Hungary’s grid-scale battery buildout is moving into a more capital-intensive phase, with state-owned utility MVM committing roughly EUR 26 million to a 31 megawatt battery energy storage system at its Tiszaújváros site.
The project, sized at 62 megawatt-hours, reflects a growing recognition that balancing capacity is becoming a limiting factor as renewable generation increases, even in power systems that continue to rely heavily on gas-fired assets.
The investment is being financed through a combination of national funding and the European Union’s Recovery and Resilience Facility, with approximately EUR 11 million provided as non-repayable EU support. This funding structure highlights a broader trend across Central and Eastern Europe, where grid-scale storage economics remain closely tied to public financing mechanisms rather than merchant market revenues. At current cost levels, standalone battery projects in the region often struggle to achieve bankability without grants or regulated revenue frameworks.
MVM’s choice of a lithium-ion, containerized system aligns with the dominant technology deployed across Europe for short-duration storage. With a two-hour discharge profile, the Tiszaújváros facility is designed primarily for intraday balancing, frequency regulation, and short-term congestion management rather than seasonal energy shifting.
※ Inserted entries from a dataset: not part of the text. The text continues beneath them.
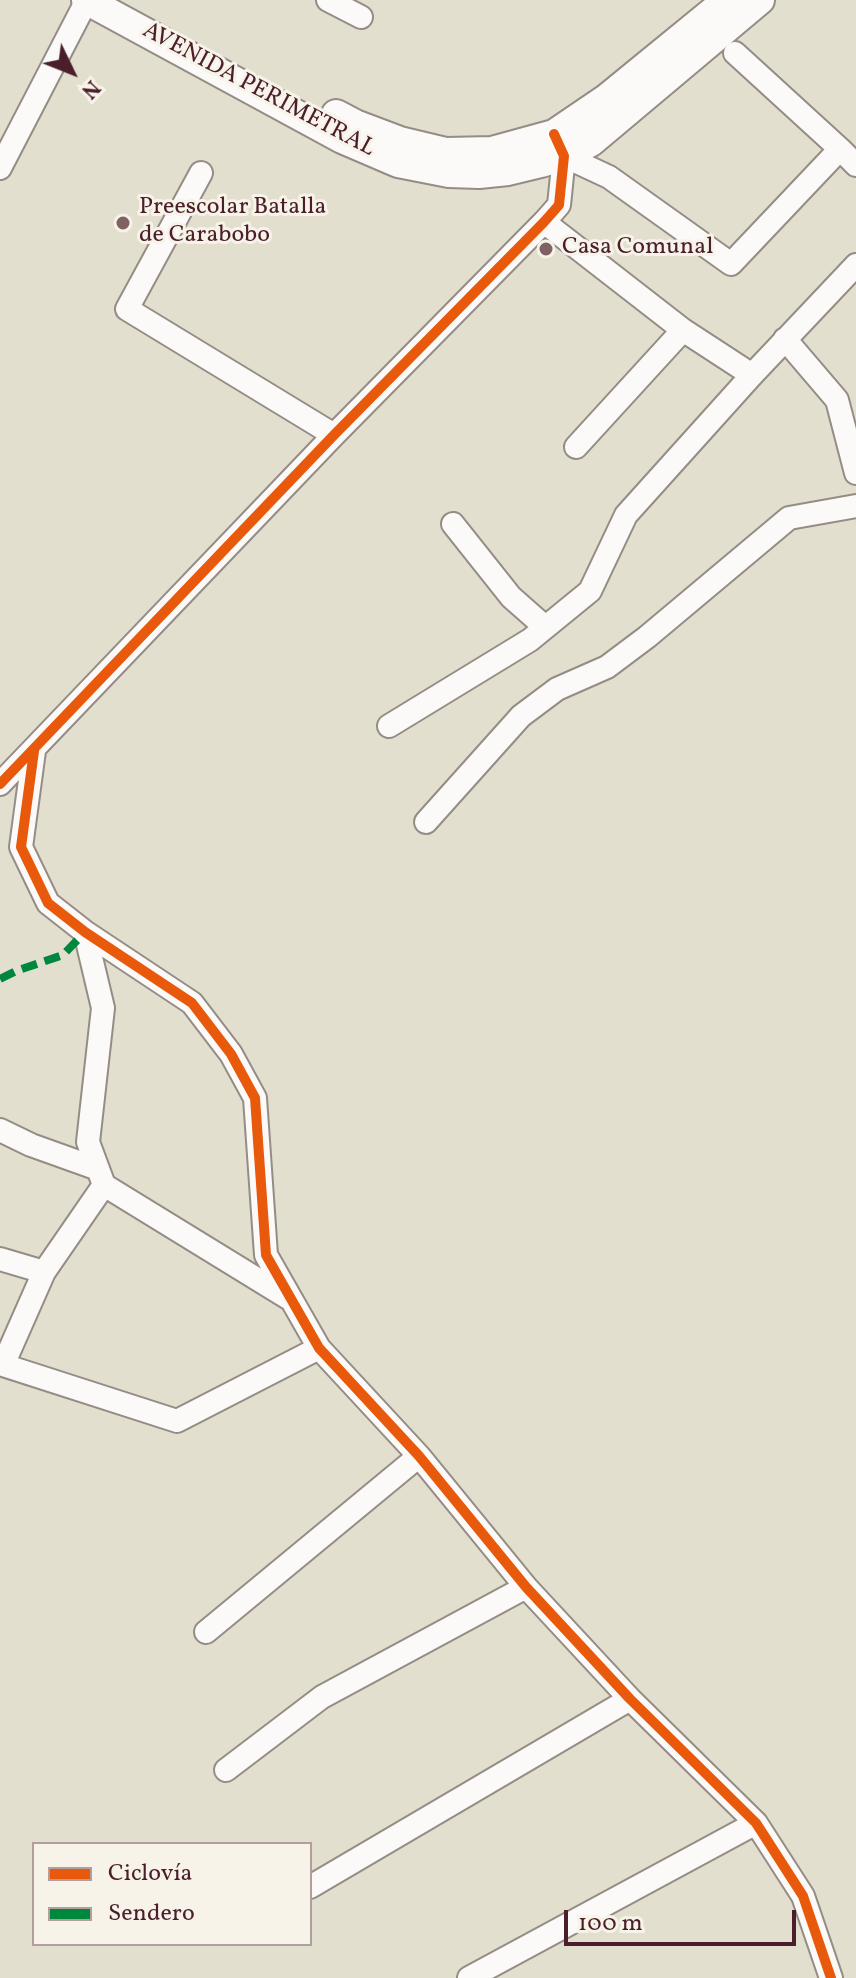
<!DOCTYPE html>
<html>
<head>
<meta charset="utf-8">
<style>
  body { margin:0 }
  #map { position:relative; width:856px; height:1978px; overflow:hidden; background:#e3dfce; font-family:Vollkorn,serif }
  canvas { display:block }
  .legend { position:absolute; left:32px; top:1842px; width:280px; height:104px; box-sizing:border-box; background:#f7f3e8; border:2px solid #b29e9c; margin:0; padding:10px 14px; list-style:none; font-size:24px; color:#4a1f2b }
  .legend li { display:flex; align-items:center; gap:16px; height:40px }
  .legend b { width:40px; border:2px solid #b29e9c }
  .north { position:absolute; left:32px; top:32px; width:80px; height:80px; -webkit-text-stroke:6px #f7f3e8; paint-order:stroke; rotate:133deg; font-size:22px; font-weight:700; line-height:32px; text-align:center; color:#4a1f2b }
  .north::after { content:''; display:block; margin:auto; width:28px; height:36px; background:#4a1f2b; clip-path:polygon(50% 0,100% 100%,50% 72%,0 100%) }
  .scale { position:absolute; left:564px; top:1910px; width:232px; height:36px; box-sizing:border-box; border:4px solid #4a1f2b; border-top:0; padding-left:10px; font-size:24px; line-height:28px; white-space:nowrap; color:#4a1f2b; -webkit-text-stroke:6px #f7f3e8; paint-order:stroke }
</style>
</head>
<body>
<div id="map">
<canvas width="856" height="1978"></canvas>
<ul class="legend">
<li><b style="height:10px;background:#e8590c"></b>Ciclovía</li>
<li><b style="height:10px;background:#00873e"></b>Sendero</li>
</ul>
<div class="north">N</div>
<div class="scale">100 m</div>
</div>
<script>
const g = document.querySelector('canvas').getContext('2d');
g.lineJoin = 'round';
function toPath(rows) {
  const path = new Path2D();
  for (const r of rows) {
    path.moveTo(r[0], r[1]);
    for (let i = 2; i < r.length; i += 2) path.lineTo(r[i], r[i + 1]);
  }
  return path;
}
function trace(path, color, width, dash) {
  g.strokeStyle = color;
  g.lineWidth = width;
  g.lineCap = dash ? 'butt' : 'round';
  g.setLineDash(dash || []);
  g.stroke(path);
}
function label(font, color, halo, rows, align = 'center') {
  g.font = font + ' Vollkorn,serif';
  g.lineWidth = 6;
  g.setLineDash([]);
  g.textBaseline = 'middle';
  g.strokeStyle = halo;
  g.fillStyle = color;
  for (const [text, x, y, turn = 0] of rows) {
    g.save();
    g.translate(x, y);
    g.rotate((+turn || 0) * Math.PI / 180);
    g.textAlign = isNaN(turn) ? turn : align;
    if (halo) g.strokeText(text, 0, 0);
    g.fillText(text, 0, 0);
    g.restore();
  }
}
const minor = toPath([
  [328,0,361,17],
  [840,149,856,165],
  [564,156,609,177,731,264,840,149,735,53],
  [0,168,87,0],
  [201,173,127,309,334,435],
  [544,222,683,330,752,375],
  [785,339,837,400,856,473],
  [576,447,683,330],
  [453,524,511,597,545,627],
  [389,726,530,640,590,591,626,515,752,375,856,265],
  [34,751,21,847,48,903,85,932,192,1003,231,1054,255,1098,266,1255,319,1348,419,1456,526,1587,630,1699,756,1823,803,1896,831,1978],
  [0,784,334,435,544,222,559,205,564,156,559,144],
  [426,822,521,716,557,689,607,667,647,637,789,518,856,506],
  [85,932,103,1008,88,1142,104,1185,288,1298],
  [0,1130,31,1145,98,1169],
  [0,1259,44,1272],
  [0,1364,177,1421,319,1348],
  [3,1365,44,1272,104,1185],
  [206,1632,419,1456],
  [226,1770,322,1697,526,1587],
  [310,1887,630,1699],
  [469,1978,756,1823]
]);
const major = toPath([
  [86,0,342,139,398,163,449,173,479,174,508,171,541,163,564,156,591,142,760,0],
  [336,114,355,124,400,141,446,152,492,151,554,134,607,98,727,0]
]);
trace(minor, '#958c86', 26);
trace(major, '#958c86', 32);
trace(minor, '#fbfaf8', 22);
trace(major, '#fbfaf8', 28);
trace(toPath([
  [0,979,16,971,63,955,85,932]
]), '#00873e', 8, [16, 8]);
trace(toPath([
  [34,751,21,847,48,903,85,932,192,1003,231,1054,255,1098,266,1255,319,1348,419,1456,526,1587,630,1699,756,1823,803,1896,831,1978],
  [0,784,334,435,544,222,559,205,564,156,554,134]
]), '#e8590c', 10);
for (const [x, y, r, color] of [
  [123,223,8,"#806264"],
  [546,249,8,"#806264"]
]) {
  const dot = new Path2D();
  dot.arc(x, y, r, 0, 2 * Math.PI);
  g.fillStyle = color;
  g.fill(dot);
  trace(dot, '#f7f3e8', 3);
}
label('24px', '#4a1f2b', '#f7f3e8', [
  ["AVENIDA PERIMETRAL",258,91,28]
]);
label('24px', '#4a1f2b', '#f7f3e8', [
  ["Preescolar Batalla",139,209],
  ["de Carabobo",139,237],
  ["Casa Comunal",562,249]
], 'left');
</script>
</body>
</html>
These use cases are increasingly critical as solar generation expands and intraday price volatility rises, but they also limit the system’s ability to address longer-duration adequacy challenges.
The project’s co-location with a 1,000 megawatt gas turbine power plant under construction adds a strategic dimension. While the battery and gas facilities will operate independently, their parallel development underscores how storage is being positioned as a complement rather than a substitute for thermal capacity. Batteries can respond within milliseconds to grid fluctuations, smoothing renewable output and reducing ramping stress on gas units, but they do not eliminate the need for dispatchable generation during prolonged low-renewable periods.
From a system perspective, the integration of battery storage alongside gas generation reflects a pragmatic approach to energy transition constraints. Hungary’s renewable expansion has accelerated, but grid reinforcement and cross-border interconnection have not always kept pace. Battery systems offer a faster-to-deploy option for enhancing flexibility, particularly at sites where grid access and permitting are already in place, as is the case in Tiszaújváros.
Cost metrics provide additional context. At approximately EUR 840 per kilowatt of installed power and around EUR 420 per kilowatt-hour of storage capacity, the project sits within the typical range for European utility-scale lithium-ion systems supported by public funding. While prices have declined over the past decade, recent volatility in battery supply chains and raw material costs has slowed further reductions, reinforcing the role of subsidies in enabling deployment.
Construction is expected to be completed by June 30, 2026, with MVM stating that all technical and grid conditions are already secured. The presence of an existing smaller storage unit at the site suggests that operational experience is informing the scale-up, an important factor as utilities move from pilot installations toward assets that materially affect system operations.